Viola Davis et le regretté Chadwick Boseman sont les deux acteurs principaux de l’adaptation cinématographique de la pièce d’August Wilson Ma Rainey’s Black Bottom, qui sera disponible sur Netflix le 18 décembre.
« Where Ma Rainey and Beethoven once unwrapped a bed roll
Tuba players now rehearse around the flagpole »
Bob Dylan
Tombstone Blues
“Highway 61 Revisited”, Columbia, 1965
Les années 1920 furent celles de l’avènement de l’industrie musicale et d’innovations technologiques qui changèrent radicalement la perception que le public se faisait des artistes, des plus consensuels aux moins politically correct. Les divas blues d’alors purent ainsi diffuser plus largement leur art, celui de femmes libres et indépendantes, d’authentiques working class heroes afro-américaines déterminées à choisir leur répertoire, leurs musiciens – non sans subir les pressions inhérentes au music business… –, mais aussi leur façon de s’habiller, aussi bien que leurs partenaires sexuels (masculins ou féminins), préfigurant ainsi de près d’un siècle les Missy Elliott et autres Lizzo – on a souvent dit que le rap était le blues des temps modernes : pas faux. Parmi ces grandes figures des roaring twenties, Bessie Smith bien sûr, mais aussi Gertrude Malissa Nix Pridgett, alias Ma Rainey, sa “rivale” directe, auto-proclamée “Mère du Blues”.

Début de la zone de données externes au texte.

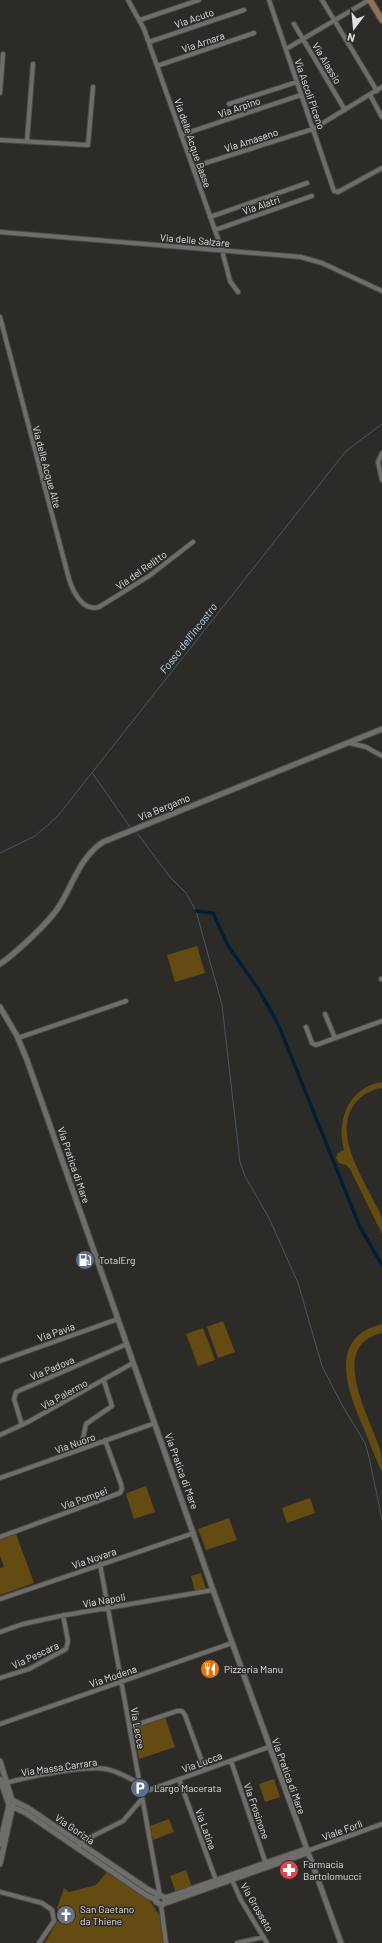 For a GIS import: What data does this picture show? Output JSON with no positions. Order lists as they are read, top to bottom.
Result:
{
  "streets": {
    "street": [
      "Via Acuto",
      "Via Arnara",
      "Via Alassio",
      "Via Ascoli Piceno",
      "Via Arpino",
      "Via Amaseno",
      "Via delle Acque Basse",
      "Via Alatri",
      "Via delle Salzare",
      "Via delle Acque Alte",
      "Via del Relitto",
      "Via Bergamo",
      "Via Pratica di Mare",
      "Via Pavia",
      "Via Padova",
      "Via Palermo",
      "Via Nuoro",
      "Via Pompei",
      "Via Novara",
      "Via Napoli",
      "Via Pescara",
      "Via Modena",
      "Via Lecce",
      "Via Lucca",
      "Via Massa Carrara",
      "Via Frosinone",
      "Via Gorizia",
      "Via Latina",
      "Viale Forlì",
      "Via Grosseto"
    ]
  },
  "crossings": [
    ["Via Acuto", "Via delle Acque Basse"],
    ["Via Arnara", "Via delle Acque Basse"],
    ["Via Alassio", "Via Amaseno"],
    ["Via Ascoli Piceno", "Via Arpino"],
    ["Via Ascoli Piceno", "Via Amaseno"],
    ["Via Arpino", "Via delle Acque Basse"],
    ["Via Amaseno", "Via delle Acque Basse"],
    ["Via delle Acque Basse", "Via Alatri"],
    ["Via delle Acque Basse", "Via delle Salzare"],
    ["Via delle Acque Alte", "Via del Relitto"],
    ["Via Pratica di Mare", "Via Pavia"],
    ["Via Pratica di Mare", "Via Padova"],
    ["Via Pratica di Mare", "Via Palermo"],
    ["Via Pratica di Mare", "Via Nuoro"],
    ["Via Pratica di Mare", "Via Novara"],
    ["Via Pratica di Mare", "Via Napoli"],
    ["Via Pratica di Mare", "Via Modena"],
    ["Via Pratica di Mare", "Via Lucca"],
    ["Via Pratica di Mare", "Viale Forlì"],
    ["Via Padova", "Via Palermo"],
    ["Via Nuoro", "Via Pompei"],
    ["Via Novara", "Via Lecce"],
    ["Via Napoli", "Via Pescara"],
    ["Via Napoli", "Via Lecce"],
    ["Via Modena", "Via Lecce"],
    ["Via Lecce", "Via Lucca"],
    ["Via Lecce", "Via Massa Carrara"],
    ["Via Lecce", "Via Gorizia"],
    ["Via Lucca", "Via Frosinone"],
    ["Via Lucca", "Via Latina"]
  ],
  "water": ["Fosso dell'Incastro"],
  "places": {
    "fuel station": ["TotalErg"],
    "restaurant": ["Pizzeria Manu"],
    "parking": ["Largo Macerata"],
    "pharmacy": ["Farmacia Bartolomucci"],
    "church": ["San Gaetano da Thiene"]
  },
  "north": "bottom"
}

« Ces femmes célébraient explicitement la liberté de se conduire elles-mêmes
de manière aussi expansives et indésirables que les hommes »
Angela Davis
Blues Legacies And Black Feminism (1999)
Chicago, décembre 1927. Ma Rainey et son Georgia Band enregistrent huit nouvelles chansons pour son label, Paramount. Parmi ses accompagnateurs, le tromboniste Albert Wynn et le cornettiste Shirley Clay, parés pour mettre en boîte la matière de quatre 78-tours. Moonshine Blues, New Boll Weavill Blues, Ice Bag Papa, Hellish Rag… : paroles et musique sont signées Ma Rainey, qui grave aussi lors de ces sessions Blues The World Forgot, qui s’étale sur deux faces de 78-tours, et le fameux Ma Rainey’s Black Bottom, qui glorifie la danse du même nom – alors très populaire, et proche du charleston – de façon bien plus crue que les chansons sans saveurs des revues de Broadway. Cinquante-sept ans plus tard, l’écrivain américain August Wilson, disparu en 2005 et double lauréat du Prix Pulitzer, termine sa nouvelle pièce de théâtre, troisième opus de son Pittsburgh Cycle, qui chronique l’expérience afro-américaine au XXe siècle. Son titre ? Ma Rainey’s Black Bottom.

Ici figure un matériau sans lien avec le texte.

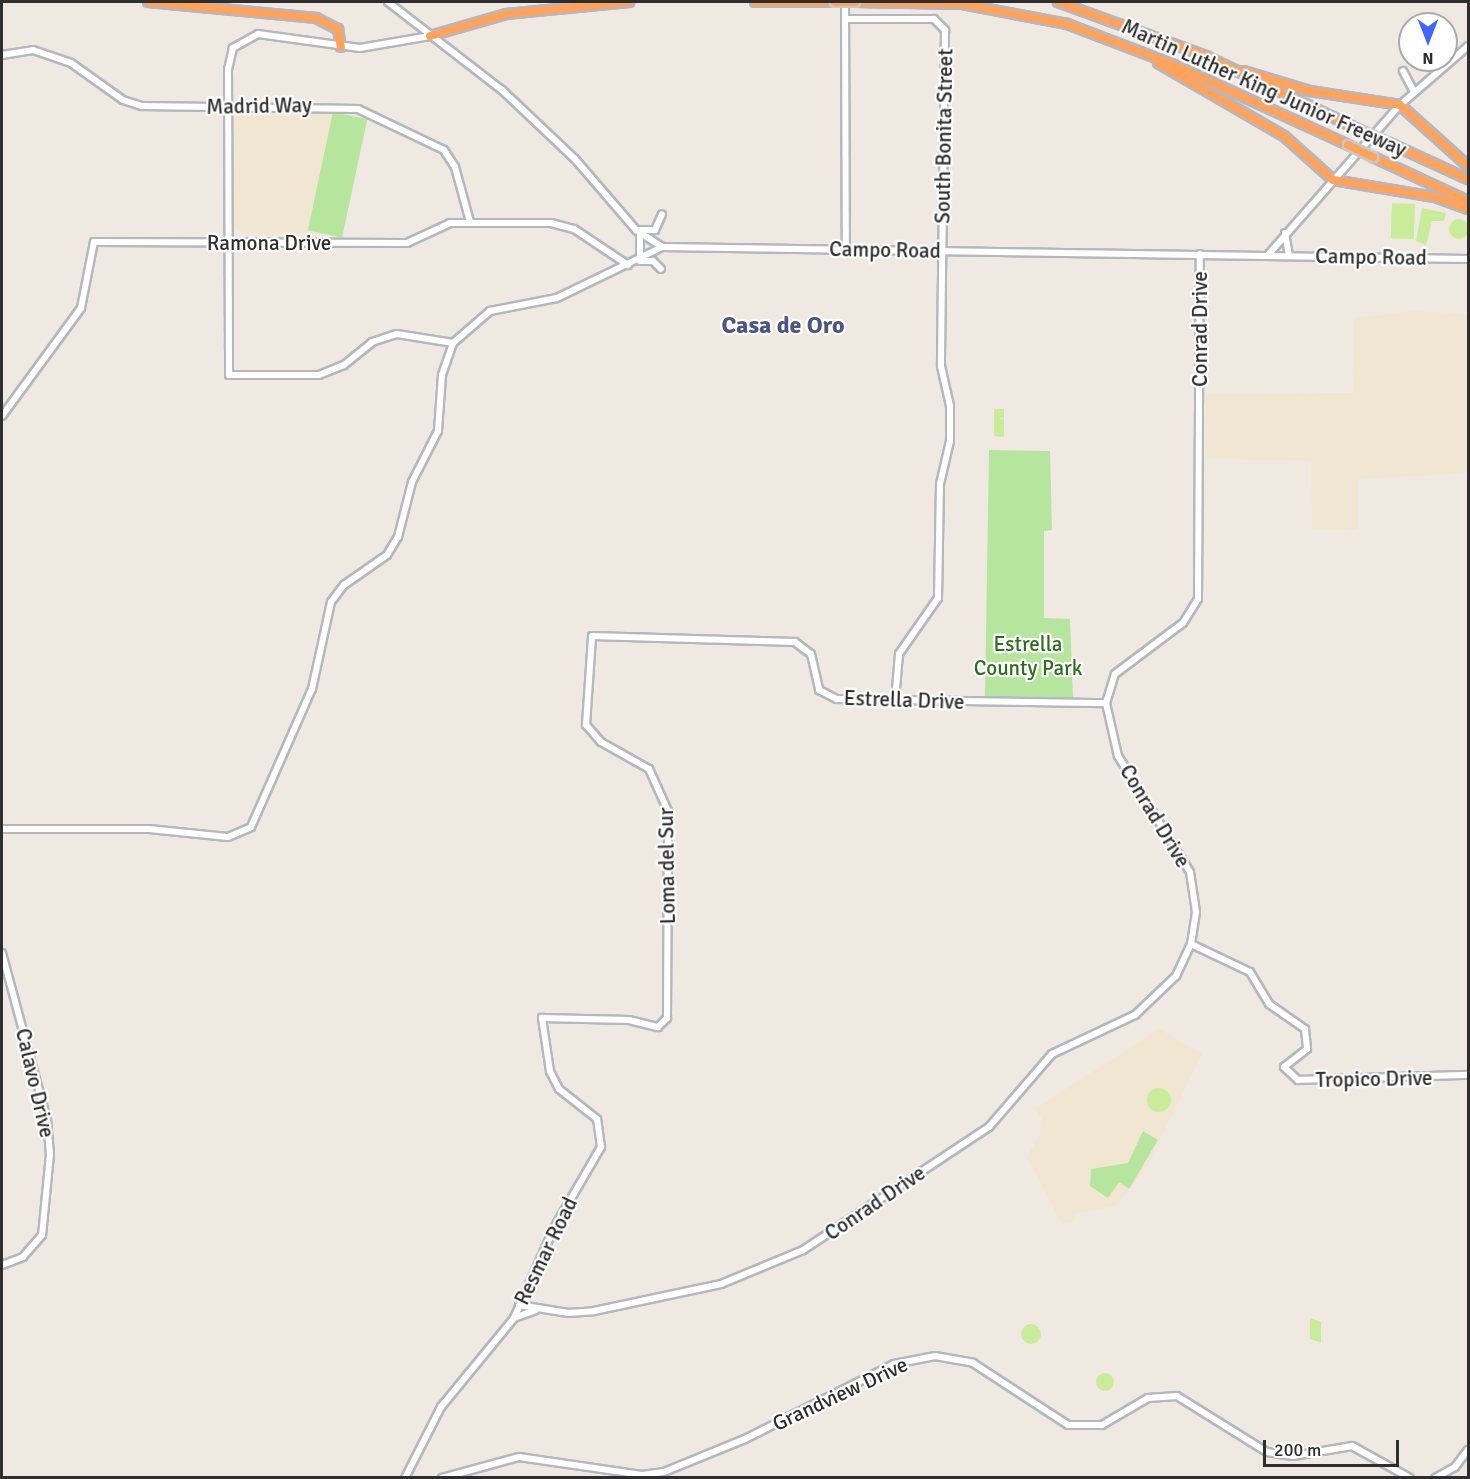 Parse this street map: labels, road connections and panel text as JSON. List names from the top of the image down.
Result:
{
  "streets": {
    "highway": ["Martin Luther King Junior Freeway"],
    "street": [
      "Madrid Way",
      "South Bonita Street",
      "Ramona Drive",
      "Campo Road",
      "Conrad Drive",
      "Estrella Drive",
      "Loma del Sur",
      "Tropico Drive",
      "Calavo Drive",
      "Resmar Road",
      "Grandview Drive"
    ]
  },
  "crossings": [
    ["Madrid Way", "Ramona Drive"],
    ["South Bonita Street", "Campo Road"],
    ["South Bonita Street", "Estrella Drive"],
    ["Campo Road", "Conrad Drive"],
    ["Conrad Drive", "Estrella Drive"],
    ["Conrad Drive", "Tropico Drive"],
    ["Conrad Drive", "Resmar Road"],
    ["Estrella Drive", "Loma del Sur"],
    ["Loma del Sur", "Resmar Road"]
  ],
  "districts": ["Casa de Oro"],
  "parks": ["Estrella County Park"],
  "scale_bar": "200 m",
  "north": "bottom"
}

C’est donc la pièce d’August Wilson qui est aujourd’hui adaptée à l’écran par Ruben Santiago-Hudson. Réalisé par George C. Wolfe, Ma Rainey’s Black Bottom (titre français, Le blues de Ma Rainey), qui sortira le 18 décembre en exclusivité sur Netflix, est produit par Denzel Washington et Todd Black.
« Les tensions et la température augmentent au cours d’une session d’enregistrement dans les années 1920 à Chicago, alors qu’un groupe de musiciens attend une artiste pionnière, la légendaire “Mère du Blues”, Ma Rainey (Viola Davis). En fin de session, l’intrépide et fougueuse Ma s’engage dans un rapport de force avec son manager et producteur blanc pour le contrôle de sa musique. Alors que le groupe attend dans la salle de répétition exiguë du studio, l’ambitieux trompettiste Levee (Chadwick Boseman), qui s’intéresse à la petite amie de Ma et qui est déterminé à revendiquer sa propre place dans l’industrie musicale, implique ses collègues musiciens dans de nombreuses histoires révélant des vérités qui changeront à jamais le cours de leur vie. » (Extrait du dossier de presse de Ma Rainey’s Black Bottom).
On l’aura compris : l’intrigue du film de George C. Wolfe est, selon l’expression consacrée, basée sur des faits réels.
Ainsi, Ma Rainey’s Black Bottom restera pour toujours l’ultime long-métrage du regretté Chadwick Boseman, et c’est sans doute sur lui que se polariseront les regards. Au détriment, peut-être, de Viola Davis, qui incarne pourtant le personnage, sinon central (dramaturgiquement parlant), du moins principal (d’un point de vue historique).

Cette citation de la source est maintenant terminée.